<特集 憲政の回復と立憲的改憲論>立憲的改憲論で戦略的空間を開拓しよう(2018年春)
■自衛隊加憲反対で野党・市民の立憲主義連合を
■改憲4項目へ対抗的な立憲改憲プログラムを
小林 正弥(千葉大学教授)
立憲主義から政治的な立憲へ
今回は自民党が主導する改憲の可能性を受けてお話ししたい。
私は、第一次安倍政権の時には、憲法の危機が訪れると予想して、「平和への結集」ということを主張していた。当時の中心コンセプトに私が提案したのは「救憲」でした。「憲法を救う」です。護憲という言葉は「憲法を護ろう」という意味ですが、安倍内閣が9条の解釈改憲をしたことは憲法クーデターであり、政治クーデターであるというふうに考えていますから、安保法制が成立した後は、すでに憲法は決定的に破られていると思っています。イラク自衛隊派遣訴訟の際に「決定的違憲」という言葉を提起しましたが、そういう事態になったと思います。

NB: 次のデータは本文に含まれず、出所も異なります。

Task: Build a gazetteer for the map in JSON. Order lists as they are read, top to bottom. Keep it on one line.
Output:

いままでも、日本の政治の中で違憲行為はありましたし、裁判所がそう判決を出したこともある。そういう通常の違憲とは違う「決定的違憲」ですから、憲法秩序が根底から覆ってしまう方向に踏み出している。日本の政治体制の変化が決定的なものになってしまった場合には、専制政治、学問的には新権威主義ないし競争的権威主義というふうに変ってしまうわけですが、そういうスタートラインですね。

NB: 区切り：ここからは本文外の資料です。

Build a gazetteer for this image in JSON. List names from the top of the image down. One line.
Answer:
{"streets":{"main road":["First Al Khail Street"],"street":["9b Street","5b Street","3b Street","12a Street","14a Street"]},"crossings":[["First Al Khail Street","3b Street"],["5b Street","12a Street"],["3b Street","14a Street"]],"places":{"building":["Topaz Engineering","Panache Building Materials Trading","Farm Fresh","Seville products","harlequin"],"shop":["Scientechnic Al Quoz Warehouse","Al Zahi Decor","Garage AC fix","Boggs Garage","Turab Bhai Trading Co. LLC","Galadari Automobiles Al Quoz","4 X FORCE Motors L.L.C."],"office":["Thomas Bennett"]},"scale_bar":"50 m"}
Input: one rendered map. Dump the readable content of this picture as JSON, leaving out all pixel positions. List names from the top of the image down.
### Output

私は、今、与党がしようとしている改憲が成立すると、段階的に完全に権威主義体制に移る危険があり、そういう移行期に立っていると思います。ですから、国民投票は、とても大事なポイントになるけれども、そのポイントは、憲法を護る闘いというよりも、すでに破られてしまって形骸化してしまっている憲法を再生する、回復するための闘いだと思います。ですから私は今については「救憲」とか「護憲」という言葉を使わない。立憲主義という憲法学上の立憲主義だけではなくて、政治的な「立憲」が必要だと主張しているわけです。状況で言えば明治時代に、憲法がないところから憲法を新しく作っていくという気持ち、志【こころざし】を思い出していく必要がある。たとえば、実際に独裁政権があるときに、それに対して市民革命を起こして憲法秩序を作る。近年でもアジアの国々、ラテンアメリカの国々ではそういうことが起こています。ですから認識として、そういう厳しい大局的な認識を持つことが必要だろう。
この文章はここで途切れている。